Lisa Berlin, dell’University of Maryland, School of Social Work, di Baltimora, ha condotto uno studio prospettico su quasi 500 donne in gravidanza e i loro figli; spiega: «L’abuso sui bambini è un fenomeno in crescita preoccupante; solo negli Stati Uniti circa dieci bambini ogni mille nel 2008 sono stati vittime di trascuratezza o maltrattamenti, e la frequenza raddoppia nei bambini sotto i due anni. Nell’80% dei casi il responsabile è uno dei genitori».
Scopo dei ricercatori era di trovare un eventuale legame fra l’atteggiamento delle madri verso i bambini durante la gravidanza e l’abuso o i maltrattamenti subiti dai figli nei primi due anni di vita, estendendo ai genitori lo schema mentale che è già stato rilevato da recenti studi, cioè come l’attribuzione a priori di un’accezione negativa alle intenzioni altrui sia frequentemente associata a reazioni aggressive, e di misura eccessiva e sproporzionata rispetto alle situazioni reali. Questo schema mentale, che è stato osservato in genitori e bambini in età scolare, può indurre alla violenza.
Precisa Berlin: «Dalla nostra analisi è emerso che i figli delle donne più inclini a un atteggiamento ostile verso i bambini, hanno una maggiore probabilità di subire maltrattamenti entro i 26 mesi; inoltre, quanto maggiore era l’ostilità attribuita dalle madri alle intenzioni dei bambini durante la gravidanza, tanto più duro era il rapporto madre-figlio dopo la nascita».
Se i medici riuscissero a identificare nelle future madri questi atteggiamenti ostili verso i bambini, potrebbero indirizzarle a servizi di sostegno genitoriale, vista la probabilità che questo comportamento possa portarle in futuro ad abusi e violenza nei primi anni di vita dei loro bambini.

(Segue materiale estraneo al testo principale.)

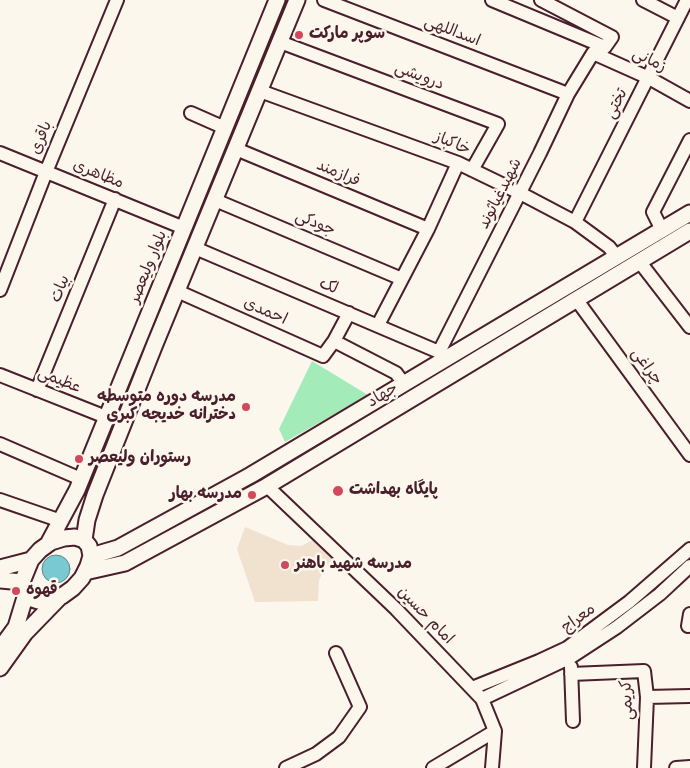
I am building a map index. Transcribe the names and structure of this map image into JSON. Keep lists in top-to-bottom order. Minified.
{"streets":{"main road":["بلوار ولیعصر","جهاد"],"street":["اسداللهی","زمانی","درویشی","تختی","باقری","خاکباز","فرازمند","مظاهری","شهید‌غیاثوند","جودکی","لک","بیات","احمدی","چراغی","عظیمی","امام حسین","معراج","کریمی"]},"crossings":[["اسداللهی","شهید‌غیاثوند"],["زمانی","تختی"],["زمانی","شهید‌غیاثوند"],["درویشی","خاکباز"],["تختی","خاکباز"],["باقری","مظاهری"],["خاکباز","شهید‌غیاثوند"],["خاکباز","جهاد"],["مظاهری","بلوار ولیعصر"],["مظاهری","بیات"],["شهید‌غیاثوند","لک"],["شهید‌غیاثوند","جهاد"],["بلوار ولیعصر","عظیمی"],["بلوار ولیعصر","جهاد"],["لک","جهاد"],["بیات","عظیمی"],["چراغی","جهاد"],["جهاد","امام حسین"],["امام حسین","معراج"]],"places":["سوپر مارکت","مدرسه دوره متوسطه دخترانه خدیجه کبری","رستوران ولیعصر","پایگاه بهداشت","مدرسه بهار","مدرسه شهید باهنر","قهوه"]}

Le donne oggetto dello studio dei ricercatori statunitensi avevano fra i 12 e i 41 anni; sono state intervistate frontalmente per valutarne le caratteristiche familiari, gli eventuali problemi di salute mentale e di isolamento sociale, e le loro considerazioni sui comportamenti dei lattanti. Con un’intervista telefonica, che è stata fatta nel corso del secondo anno di vita dei figli, si è cercato di valutare il loro comportamento nei confronti del bambino, sulla base di una versione modificata dell’Iiq (Infant Intentionality Questionnaire); per valutare invece quanto la genitorialità fossa dura e aggressiva, è stata utilizzata una scala psicometrica basata sulla frequenza di comportamenti materni come arrabbiarsi, urlare, sculacciare o scuotere con violenza il proprio figlio.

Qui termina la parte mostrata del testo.